Tell us about the annual festival offering you make to theatre lovers. What do we have to look forward to this year?

I'm glad that audiences love and the immense fan following made Qadir Ali Baig Theatre Festival such a sought after theatre assembly in the past 16 years. As I said, it was the only theatre festival of that scale in the country that was conducted live after the lockdown last year. This year, we have an abridged version of 5 days instead of the annual 10 days, with a mix of contemporary theatre in intimate space and classics in proscenium, with a blend of young performers as well as seasoned ones. The official announcement will be made shortly.

You have forayed on to the OTT platform. Being a theatre loyalist what attracts you to this medium?

It wasn't a conscious decision. Directors who wanted to work with me for a long time on screen came with some interesting roles and those I found worthwhile I said yes to. I found the challenge of the compact medium interesting. It was the same for films. As an actor, it is just another avenue to cater to my audience and fans.

Is theatre losing ground with the advent of so many alternate platforms?
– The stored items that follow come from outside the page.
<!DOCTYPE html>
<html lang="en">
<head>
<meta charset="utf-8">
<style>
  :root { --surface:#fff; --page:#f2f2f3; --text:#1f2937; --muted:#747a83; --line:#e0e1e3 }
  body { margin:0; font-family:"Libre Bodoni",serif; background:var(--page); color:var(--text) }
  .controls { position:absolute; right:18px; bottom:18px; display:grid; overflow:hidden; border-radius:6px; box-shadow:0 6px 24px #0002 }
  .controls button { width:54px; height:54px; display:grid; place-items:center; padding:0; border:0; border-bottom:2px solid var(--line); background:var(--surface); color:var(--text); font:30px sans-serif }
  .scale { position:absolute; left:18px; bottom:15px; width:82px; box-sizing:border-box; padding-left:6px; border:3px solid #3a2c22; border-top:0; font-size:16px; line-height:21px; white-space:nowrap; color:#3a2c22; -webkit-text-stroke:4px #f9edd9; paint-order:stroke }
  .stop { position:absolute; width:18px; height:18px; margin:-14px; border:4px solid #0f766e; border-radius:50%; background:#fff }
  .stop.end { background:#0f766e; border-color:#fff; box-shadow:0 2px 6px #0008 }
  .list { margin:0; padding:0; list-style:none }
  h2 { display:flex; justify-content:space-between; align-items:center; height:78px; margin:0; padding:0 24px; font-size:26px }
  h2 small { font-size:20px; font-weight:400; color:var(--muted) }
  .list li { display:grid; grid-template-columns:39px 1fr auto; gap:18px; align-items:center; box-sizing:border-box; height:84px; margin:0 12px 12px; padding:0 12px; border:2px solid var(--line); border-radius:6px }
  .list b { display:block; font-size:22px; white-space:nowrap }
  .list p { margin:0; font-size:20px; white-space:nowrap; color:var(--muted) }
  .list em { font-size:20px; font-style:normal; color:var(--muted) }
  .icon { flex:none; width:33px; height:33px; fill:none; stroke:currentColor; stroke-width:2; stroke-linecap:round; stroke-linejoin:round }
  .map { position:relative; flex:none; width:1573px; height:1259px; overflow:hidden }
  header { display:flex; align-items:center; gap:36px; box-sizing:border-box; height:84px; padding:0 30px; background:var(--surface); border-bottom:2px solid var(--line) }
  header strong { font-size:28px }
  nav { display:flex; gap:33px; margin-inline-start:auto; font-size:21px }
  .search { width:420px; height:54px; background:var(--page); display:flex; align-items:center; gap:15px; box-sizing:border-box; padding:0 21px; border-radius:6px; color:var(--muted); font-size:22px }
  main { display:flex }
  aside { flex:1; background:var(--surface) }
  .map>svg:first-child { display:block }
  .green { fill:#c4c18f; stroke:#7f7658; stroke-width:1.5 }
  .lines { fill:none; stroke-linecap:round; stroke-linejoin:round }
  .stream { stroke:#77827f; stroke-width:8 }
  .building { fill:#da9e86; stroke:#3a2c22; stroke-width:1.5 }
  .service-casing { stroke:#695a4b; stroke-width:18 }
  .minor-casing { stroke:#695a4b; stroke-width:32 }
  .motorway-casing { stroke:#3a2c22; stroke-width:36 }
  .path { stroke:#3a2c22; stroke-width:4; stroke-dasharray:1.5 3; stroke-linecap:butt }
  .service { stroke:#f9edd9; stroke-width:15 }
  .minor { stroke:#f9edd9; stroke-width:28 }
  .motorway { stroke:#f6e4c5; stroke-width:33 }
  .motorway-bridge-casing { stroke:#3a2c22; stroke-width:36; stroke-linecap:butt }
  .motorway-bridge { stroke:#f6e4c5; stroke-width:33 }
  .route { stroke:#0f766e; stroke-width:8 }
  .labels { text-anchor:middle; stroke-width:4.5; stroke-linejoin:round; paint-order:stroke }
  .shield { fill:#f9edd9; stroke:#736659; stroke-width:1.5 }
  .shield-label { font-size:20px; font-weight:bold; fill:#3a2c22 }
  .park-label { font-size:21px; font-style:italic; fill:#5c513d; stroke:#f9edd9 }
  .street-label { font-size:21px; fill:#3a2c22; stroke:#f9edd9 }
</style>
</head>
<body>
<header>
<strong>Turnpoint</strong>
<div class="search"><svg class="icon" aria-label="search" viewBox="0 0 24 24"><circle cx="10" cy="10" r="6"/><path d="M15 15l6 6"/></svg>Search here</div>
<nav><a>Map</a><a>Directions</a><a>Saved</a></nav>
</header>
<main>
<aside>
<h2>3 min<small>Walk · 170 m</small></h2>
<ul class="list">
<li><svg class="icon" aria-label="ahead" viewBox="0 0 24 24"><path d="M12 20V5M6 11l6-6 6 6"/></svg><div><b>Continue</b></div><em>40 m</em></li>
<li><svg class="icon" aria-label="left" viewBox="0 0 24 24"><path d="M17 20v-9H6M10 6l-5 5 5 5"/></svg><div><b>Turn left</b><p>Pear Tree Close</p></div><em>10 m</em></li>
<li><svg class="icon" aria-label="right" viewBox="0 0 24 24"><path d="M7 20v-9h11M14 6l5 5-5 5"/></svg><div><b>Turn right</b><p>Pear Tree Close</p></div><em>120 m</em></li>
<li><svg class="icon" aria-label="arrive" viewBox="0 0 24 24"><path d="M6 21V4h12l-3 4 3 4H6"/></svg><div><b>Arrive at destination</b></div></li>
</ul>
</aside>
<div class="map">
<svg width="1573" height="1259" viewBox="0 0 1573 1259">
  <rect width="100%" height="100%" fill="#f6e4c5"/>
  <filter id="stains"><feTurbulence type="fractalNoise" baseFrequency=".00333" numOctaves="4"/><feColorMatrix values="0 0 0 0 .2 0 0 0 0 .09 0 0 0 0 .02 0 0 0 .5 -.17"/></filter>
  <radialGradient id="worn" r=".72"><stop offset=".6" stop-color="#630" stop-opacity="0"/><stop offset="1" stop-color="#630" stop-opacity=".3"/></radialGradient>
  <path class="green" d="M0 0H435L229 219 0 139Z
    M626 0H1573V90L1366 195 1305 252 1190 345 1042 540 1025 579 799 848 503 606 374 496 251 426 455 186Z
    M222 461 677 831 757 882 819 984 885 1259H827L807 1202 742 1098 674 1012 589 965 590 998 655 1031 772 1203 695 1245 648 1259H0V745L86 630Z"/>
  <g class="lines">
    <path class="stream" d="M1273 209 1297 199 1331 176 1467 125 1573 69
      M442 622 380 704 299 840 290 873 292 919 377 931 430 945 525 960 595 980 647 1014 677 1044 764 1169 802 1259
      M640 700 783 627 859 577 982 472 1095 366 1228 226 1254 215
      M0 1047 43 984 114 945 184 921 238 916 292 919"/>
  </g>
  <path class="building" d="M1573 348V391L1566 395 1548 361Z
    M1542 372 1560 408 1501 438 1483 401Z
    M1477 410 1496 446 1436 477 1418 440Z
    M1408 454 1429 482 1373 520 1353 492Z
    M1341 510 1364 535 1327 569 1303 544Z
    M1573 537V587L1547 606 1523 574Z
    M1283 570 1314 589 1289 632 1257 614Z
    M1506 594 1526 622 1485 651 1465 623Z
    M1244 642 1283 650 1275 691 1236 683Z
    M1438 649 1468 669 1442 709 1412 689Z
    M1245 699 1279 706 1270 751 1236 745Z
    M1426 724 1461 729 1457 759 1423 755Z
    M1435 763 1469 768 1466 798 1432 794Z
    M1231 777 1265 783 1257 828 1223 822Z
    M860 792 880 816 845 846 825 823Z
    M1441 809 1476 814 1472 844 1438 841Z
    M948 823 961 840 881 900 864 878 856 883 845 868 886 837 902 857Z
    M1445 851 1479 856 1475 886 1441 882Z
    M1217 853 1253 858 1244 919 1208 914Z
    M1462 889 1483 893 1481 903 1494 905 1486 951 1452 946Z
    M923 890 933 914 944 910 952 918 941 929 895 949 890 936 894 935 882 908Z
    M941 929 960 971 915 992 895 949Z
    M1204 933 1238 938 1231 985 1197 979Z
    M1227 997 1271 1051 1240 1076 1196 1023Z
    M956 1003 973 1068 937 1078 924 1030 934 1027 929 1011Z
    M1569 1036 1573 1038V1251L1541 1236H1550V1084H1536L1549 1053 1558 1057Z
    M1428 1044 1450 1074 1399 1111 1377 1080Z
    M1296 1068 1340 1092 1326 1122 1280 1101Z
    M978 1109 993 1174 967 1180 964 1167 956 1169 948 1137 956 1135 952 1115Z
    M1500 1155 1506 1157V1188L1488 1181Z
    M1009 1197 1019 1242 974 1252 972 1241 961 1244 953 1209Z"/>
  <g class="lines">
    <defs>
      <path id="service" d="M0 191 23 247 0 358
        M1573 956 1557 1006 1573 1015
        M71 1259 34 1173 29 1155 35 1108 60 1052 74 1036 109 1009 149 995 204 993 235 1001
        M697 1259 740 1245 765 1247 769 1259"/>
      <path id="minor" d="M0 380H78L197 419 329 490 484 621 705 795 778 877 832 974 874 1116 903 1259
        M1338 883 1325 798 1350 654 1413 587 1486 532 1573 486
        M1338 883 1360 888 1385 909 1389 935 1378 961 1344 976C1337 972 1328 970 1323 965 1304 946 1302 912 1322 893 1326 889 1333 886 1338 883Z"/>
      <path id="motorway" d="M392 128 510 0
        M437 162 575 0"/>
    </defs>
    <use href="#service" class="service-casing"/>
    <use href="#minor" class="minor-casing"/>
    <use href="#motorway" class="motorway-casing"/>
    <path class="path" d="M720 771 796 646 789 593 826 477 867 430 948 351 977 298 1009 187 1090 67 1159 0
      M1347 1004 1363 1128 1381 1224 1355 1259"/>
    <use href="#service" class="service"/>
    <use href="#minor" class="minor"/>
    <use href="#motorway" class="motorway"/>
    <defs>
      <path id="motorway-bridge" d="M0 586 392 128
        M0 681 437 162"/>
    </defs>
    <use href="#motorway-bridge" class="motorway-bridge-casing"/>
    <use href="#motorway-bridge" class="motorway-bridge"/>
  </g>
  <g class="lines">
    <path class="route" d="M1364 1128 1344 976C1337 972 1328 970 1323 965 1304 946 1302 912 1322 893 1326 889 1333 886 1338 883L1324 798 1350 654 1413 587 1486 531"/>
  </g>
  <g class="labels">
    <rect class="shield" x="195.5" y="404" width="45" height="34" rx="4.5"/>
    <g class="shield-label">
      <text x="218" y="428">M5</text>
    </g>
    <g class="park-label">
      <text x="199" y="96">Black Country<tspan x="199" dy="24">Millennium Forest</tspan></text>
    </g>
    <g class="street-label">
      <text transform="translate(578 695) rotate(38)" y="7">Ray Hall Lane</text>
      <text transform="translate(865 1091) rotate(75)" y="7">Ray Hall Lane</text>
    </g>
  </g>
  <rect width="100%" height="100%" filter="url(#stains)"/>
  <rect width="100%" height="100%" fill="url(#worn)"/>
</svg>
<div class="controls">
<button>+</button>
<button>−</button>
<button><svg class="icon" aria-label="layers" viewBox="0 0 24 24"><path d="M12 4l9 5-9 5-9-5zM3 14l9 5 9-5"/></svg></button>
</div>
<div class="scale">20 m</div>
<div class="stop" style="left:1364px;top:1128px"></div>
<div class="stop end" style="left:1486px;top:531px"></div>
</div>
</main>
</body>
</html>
I don't think so. Theatre keeps losing its actors and technicians periodically to newer, but a new crop comes by. This has been happening since the advent of black and white cinema.

What do have to say to actors seeking an entry into the world of acting?

All the best to actors wanting to do films or web series or whatever! But this should not be at the expense of theatre. You should not use theatre as a stepping stone. If you are coming into theatre come with the conviction that you want to be in theatre. Graduation is natural. Everyone from actors to technicians do it. As for me that's never been my goal. I never set out wanting to aim at the silver screen. For me its been as a tribute to Baba and hence I do it with utmost sincerity and with the focus of bringing theatre back in Hyderabad. It had reaped rich dividends for the audiences of Hyderabad and I think its because of the honesty with which I do it. There's nothing wrong in doing multiple platforms but don't leave theatre, go there , play your innings and come back to theatre. I am not saying this is right or wrong as its to each his own. Moreover, it bothers me when they say they move on because there is no money in theatre. This is 'bakwaas'. Either you don't know your job or you are lying. I made my living from theatre. I drive my Mercedes Benz out of theatre. There is nothing wrong in youngsters coming to theatre but have your approach right. Give it the respect it deserves. Don't fool around with the sanctity of the performing arts. If you are coming to theatre with the intention of becoming a Bollywood star then theatre is not for you.